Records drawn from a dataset

□ □ □ □ □

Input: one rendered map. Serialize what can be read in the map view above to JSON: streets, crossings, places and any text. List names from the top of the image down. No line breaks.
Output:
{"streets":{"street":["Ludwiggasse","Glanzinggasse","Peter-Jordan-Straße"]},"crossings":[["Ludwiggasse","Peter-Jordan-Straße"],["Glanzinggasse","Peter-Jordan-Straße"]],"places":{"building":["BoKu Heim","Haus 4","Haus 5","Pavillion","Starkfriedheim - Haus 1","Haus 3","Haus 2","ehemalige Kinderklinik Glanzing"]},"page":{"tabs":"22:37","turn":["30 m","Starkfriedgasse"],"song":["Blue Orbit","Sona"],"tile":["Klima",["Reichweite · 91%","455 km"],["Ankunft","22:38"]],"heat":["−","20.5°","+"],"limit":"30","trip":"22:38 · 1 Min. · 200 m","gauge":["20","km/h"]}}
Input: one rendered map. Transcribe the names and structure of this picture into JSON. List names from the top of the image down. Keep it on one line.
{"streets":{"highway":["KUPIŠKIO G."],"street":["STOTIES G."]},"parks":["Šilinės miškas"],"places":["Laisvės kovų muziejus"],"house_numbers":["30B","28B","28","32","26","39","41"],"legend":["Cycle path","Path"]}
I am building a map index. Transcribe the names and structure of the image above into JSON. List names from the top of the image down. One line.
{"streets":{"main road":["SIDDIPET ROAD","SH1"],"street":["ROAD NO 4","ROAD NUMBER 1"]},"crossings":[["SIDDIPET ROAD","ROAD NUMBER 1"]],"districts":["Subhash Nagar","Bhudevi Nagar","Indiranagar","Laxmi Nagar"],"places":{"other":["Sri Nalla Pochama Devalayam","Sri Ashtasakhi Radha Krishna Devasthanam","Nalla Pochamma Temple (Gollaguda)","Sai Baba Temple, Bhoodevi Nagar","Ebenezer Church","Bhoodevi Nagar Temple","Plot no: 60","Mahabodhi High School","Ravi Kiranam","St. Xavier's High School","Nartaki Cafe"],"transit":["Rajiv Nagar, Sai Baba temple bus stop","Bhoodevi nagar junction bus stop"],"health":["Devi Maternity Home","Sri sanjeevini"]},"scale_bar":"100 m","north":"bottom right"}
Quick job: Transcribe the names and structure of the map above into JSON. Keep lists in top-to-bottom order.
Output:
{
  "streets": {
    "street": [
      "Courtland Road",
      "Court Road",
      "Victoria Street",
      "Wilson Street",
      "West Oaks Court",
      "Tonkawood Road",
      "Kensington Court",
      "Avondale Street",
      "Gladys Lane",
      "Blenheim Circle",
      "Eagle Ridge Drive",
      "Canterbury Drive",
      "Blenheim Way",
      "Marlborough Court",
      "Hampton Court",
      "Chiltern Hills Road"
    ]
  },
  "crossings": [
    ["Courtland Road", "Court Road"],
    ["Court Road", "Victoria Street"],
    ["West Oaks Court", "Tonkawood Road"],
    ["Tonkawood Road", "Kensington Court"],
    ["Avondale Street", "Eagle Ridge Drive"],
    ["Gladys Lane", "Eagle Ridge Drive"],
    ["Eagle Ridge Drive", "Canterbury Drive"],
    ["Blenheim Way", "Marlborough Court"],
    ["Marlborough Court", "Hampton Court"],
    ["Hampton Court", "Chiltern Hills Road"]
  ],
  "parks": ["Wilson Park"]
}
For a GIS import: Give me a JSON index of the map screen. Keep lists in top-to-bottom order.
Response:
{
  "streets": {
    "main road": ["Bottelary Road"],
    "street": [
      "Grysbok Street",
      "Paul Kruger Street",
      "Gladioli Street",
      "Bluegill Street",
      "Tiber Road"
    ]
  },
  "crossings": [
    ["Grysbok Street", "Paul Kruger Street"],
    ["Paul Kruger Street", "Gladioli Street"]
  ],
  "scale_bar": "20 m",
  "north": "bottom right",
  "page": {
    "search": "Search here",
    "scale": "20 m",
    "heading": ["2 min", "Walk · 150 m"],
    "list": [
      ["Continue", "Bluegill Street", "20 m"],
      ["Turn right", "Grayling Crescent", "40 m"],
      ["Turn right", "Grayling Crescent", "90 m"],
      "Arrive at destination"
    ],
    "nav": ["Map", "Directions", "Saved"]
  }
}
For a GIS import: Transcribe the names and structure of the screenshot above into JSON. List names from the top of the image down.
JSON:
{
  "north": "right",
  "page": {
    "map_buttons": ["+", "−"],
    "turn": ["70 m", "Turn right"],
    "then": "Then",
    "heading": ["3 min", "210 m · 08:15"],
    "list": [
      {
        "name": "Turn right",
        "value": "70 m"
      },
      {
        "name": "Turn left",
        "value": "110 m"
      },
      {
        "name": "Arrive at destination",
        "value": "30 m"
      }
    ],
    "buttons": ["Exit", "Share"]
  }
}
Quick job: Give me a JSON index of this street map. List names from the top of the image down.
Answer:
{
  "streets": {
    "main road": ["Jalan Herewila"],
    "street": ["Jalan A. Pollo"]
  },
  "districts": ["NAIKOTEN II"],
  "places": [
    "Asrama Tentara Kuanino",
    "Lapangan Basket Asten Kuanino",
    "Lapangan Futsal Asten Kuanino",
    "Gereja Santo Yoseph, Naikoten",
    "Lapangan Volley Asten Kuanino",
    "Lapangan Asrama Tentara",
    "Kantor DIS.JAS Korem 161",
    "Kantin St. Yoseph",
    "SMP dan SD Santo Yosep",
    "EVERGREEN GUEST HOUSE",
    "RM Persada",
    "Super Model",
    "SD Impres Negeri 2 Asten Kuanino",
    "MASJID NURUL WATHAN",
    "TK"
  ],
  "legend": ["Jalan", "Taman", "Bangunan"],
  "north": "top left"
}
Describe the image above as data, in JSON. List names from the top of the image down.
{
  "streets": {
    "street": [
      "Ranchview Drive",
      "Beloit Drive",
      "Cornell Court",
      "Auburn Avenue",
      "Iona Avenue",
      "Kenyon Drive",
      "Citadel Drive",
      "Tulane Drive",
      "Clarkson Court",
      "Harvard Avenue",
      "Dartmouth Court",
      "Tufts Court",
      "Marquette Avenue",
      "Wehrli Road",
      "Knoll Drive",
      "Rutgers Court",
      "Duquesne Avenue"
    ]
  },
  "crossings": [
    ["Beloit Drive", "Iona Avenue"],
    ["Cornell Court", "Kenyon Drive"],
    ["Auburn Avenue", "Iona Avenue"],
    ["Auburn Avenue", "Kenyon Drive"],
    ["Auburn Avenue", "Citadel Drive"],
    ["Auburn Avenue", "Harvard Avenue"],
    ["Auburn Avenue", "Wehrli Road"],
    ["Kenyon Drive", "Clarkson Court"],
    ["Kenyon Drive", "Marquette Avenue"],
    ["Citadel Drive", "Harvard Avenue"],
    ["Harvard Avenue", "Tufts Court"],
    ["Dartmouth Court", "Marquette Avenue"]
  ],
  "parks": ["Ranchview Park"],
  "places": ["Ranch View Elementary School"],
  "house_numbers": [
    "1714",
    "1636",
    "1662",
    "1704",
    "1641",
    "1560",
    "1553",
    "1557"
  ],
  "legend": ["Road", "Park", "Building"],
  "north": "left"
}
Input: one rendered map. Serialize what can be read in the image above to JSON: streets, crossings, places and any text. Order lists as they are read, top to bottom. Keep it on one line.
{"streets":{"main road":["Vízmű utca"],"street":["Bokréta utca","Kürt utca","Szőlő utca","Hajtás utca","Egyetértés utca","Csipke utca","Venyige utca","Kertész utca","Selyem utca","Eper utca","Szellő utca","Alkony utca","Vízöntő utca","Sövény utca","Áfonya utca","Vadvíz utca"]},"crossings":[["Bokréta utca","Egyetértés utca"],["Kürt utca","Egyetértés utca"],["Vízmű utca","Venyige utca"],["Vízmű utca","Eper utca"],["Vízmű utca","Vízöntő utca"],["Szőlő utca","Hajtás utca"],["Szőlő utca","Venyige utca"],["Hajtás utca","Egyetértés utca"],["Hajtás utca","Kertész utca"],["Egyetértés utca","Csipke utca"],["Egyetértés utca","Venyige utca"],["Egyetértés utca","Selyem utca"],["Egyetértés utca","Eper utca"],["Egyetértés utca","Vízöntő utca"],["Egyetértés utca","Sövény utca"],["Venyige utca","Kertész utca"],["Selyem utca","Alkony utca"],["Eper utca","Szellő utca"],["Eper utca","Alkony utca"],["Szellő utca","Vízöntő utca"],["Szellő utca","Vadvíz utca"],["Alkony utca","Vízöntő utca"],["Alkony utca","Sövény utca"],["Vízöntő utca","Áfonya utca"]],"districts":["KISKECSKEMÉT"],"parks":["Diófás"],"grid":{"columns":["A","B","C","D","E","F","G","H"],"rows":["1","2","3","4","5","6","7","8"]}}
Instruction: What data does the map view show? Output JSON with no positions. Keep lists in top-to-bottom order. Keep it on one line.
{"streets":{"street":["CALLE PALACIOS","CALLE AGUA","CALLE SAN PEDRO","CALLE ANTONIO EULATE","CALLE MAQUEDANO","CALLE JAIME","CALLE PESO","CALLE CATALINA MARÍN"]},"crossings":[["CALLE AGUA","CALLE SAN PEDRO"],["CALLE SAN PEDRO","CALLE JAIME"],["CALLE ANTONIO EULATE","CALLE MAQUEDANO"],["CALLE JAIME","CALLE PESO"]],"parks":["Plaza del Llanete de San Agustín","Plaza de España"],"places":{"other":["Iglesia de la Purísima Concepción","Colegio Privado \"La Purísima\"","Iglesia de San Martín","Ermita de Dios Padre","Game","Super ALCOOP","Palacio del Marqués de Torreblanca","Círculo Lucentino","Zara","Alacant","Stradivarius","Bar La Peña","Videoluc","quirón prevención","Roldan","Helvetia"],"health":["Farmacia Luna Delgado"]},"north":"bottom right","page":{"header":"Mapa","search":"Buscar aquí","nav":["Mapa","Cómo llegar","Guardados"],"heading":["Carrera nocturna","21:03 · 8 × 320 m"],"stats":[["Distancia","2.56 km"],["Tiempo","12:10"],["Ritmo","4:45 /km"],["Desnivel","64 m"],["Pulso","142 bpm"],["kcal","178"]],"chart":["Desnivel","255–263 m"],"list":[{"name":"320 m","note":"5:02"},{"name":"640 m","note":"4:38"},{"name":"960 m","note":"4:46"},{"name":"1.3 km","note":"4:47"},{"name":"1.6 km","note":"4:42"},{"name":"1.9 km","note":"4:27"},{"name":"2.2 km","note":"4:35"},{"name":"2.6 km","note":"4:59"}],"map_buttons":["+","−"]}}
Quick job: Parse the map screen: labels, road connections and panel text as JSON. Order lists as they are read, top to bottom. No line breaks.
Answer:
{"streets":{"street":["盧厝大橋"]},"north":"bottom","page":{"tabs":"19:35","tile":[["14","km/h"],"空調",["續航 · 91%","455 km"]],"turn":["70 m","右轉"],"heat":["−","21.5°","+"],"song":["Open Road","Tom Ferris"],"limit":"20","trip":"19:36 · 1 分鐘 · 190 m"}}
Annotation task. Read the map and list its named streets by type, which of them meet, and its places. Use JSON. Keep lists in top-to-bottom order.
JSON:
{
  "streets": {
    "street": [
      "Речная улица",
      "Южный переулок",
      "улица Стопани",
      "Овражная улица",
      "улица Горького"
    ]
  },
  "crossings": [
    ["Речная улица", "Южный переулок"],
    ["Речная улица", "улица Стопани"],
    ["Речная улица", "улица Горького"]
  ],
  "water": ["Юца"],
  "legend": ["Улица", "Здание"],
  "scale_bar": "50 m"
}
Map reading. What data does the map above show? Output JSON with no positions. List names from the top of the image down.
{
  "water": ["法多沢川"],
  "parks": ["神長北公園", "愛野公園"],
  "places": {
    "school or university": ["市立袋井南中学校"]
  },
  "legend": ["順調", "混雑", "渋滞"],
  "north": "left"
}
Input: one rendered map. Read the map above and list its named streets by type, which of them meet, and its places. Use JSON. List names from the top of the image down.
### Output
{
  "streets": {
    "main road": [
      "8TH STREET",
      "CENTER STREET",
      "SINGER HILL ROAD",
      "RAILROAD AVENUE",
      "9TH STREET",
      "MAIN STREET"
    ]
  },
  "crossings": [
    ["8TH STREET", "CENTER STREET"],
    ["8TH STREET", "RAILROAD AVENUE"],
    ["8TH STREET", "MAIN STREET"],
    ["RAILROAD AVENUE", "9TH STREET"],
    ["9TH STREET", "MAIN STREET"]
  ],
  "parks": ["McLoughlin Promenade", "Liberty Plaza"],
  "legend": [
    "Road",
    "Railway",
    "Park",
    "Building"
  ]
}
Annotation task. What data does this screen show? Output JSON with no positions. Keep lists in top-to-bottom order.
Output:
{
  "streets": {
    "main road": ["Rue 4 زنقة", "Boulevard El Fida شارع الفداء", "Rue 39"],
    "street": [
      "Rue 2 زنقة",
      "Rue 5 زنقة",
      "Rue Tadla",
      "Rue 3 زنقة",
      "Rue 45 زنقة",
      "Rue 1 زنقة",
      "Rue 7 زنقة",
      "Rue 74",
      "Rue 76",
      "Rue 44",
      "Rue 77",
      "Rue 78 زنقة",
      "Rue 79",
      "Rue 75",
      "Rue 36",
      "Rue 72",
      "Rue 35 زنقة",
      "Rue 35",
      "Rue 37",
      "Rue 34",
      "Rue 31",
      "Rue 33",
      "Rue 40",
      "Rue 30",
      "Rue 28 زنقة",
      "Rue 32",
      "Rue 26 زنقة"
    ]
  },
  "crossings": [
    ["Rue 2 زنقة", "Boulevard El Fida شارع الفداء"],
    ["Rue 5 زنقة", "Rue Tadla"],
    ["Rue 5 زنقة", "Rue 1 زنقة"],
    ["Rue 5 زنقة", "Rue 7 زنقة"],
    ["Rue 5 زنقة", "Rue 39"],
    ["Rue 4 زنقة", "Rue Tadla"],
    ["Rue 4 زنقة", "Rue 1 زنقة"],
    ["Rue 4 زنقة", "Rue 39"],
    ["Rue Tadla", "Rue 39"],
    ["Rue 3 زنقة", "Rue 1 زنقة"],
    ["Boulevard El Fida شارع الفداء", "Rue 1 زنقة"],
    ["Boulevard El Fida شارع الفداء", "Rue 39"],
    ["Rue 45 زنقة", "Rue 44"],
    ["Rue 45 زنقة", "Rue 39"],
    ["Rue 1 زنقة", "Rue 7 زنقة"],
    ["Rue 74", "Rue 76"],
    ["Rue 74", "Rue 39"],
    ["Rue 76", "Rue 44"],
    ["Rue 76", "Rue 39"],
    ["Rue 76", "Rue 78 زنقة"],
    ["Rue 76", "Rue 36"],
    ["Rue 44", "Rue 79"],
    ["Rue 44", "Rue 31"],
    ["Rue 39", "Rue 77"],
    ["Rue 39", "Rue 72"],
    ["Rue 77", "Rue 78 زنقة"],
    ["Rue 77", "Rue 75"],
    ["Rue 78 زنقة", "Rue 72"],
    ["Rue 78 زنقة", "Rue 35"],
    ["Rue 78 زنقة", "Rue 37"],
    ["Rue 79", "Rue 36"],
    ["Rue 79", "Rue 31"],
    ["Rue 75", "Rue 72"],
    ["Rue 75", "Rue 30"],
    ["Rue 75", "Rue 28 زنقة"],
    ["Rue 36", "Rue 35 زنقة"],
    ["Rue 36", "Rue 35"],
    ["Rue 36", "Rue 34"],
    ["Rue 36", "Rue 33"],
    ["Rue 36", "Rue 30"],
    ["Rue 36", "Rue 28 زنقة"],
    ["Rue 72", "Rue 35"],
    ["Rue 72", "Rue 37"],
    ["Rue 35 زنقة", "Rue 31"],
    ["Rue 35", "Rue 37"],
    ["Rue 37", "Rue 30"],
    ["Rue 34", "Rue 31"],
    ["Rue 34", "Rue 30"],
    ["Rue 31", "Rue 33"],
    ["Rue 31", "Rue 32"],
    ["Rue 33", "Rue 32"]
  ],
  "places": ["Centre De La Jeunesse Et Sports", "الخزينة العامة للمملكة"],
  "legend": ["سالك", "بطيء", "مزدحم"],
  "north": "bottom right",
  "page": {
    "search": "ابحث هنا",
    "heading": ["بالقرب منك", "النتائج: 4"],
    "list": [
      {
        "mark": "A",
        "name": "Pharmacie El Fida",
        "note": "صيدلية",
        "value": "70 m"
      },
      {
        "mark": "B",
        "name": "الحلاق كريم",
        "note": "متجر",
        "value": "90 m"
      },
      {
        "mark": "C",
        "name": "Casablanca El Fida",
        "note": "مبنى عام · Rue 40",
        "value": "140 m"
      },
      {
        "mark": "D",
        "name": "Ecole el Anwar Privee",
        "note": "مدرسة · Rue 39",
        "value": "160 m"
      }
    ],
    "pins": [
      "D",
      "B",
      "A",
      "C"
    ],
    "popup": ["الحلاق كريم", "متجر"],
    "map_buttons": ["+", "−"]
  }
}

□ □ □ □ □

### [EXERCISE DETAILS]
Figure out how many lines of the data hold "import", and answer with the number only.

### [ANSWER SPACE]
2